» Work to be completed
In this exercise, every entry below is to be reproduced word for word.

Top of Supplied records

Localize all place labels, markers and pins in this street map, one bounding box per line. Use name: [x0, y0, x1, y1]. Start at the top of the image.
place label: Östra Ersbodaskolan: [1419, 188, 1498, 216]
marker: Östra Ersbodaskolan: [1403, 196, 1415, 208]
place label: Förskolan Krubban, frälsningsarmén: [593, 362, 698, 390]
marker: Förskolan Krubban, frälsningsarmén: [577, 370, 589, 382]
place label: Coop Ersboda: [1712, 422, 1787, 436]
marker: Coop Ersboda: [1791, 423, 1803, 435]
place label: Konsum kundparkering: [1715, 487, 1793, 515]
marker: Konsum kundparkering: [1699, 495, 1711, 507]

Bottom of Supplied records

» Answer for this exercise
Localize all place labels, markers and pins in this street map, one bounding box per line. Use name: [x0, y0, x1, y1]. Start at the top of the image.
place label: Östra Ersbodaskolan: [1419, 188, 1498, 216]
marker: Östra Ersbodaskolan: [1403, 196, 1415, 208]
place label: Förskolan Krubban, frälsningsarmén: [593, 362, 698, 390]
marker: Förskolan Krubban, frälsningsarmén: [577, 370, 589, 382]
place label: Coop Ersboda: [1712, 422, 1787, 436]
marker: Coop Ersboda: [1791, 423, 1803, 435]
place label: Konsum kundparkering: [1715, 487, 1793, 515]
marker: Konsum kundparkering: [1699, 495, 1711, 507]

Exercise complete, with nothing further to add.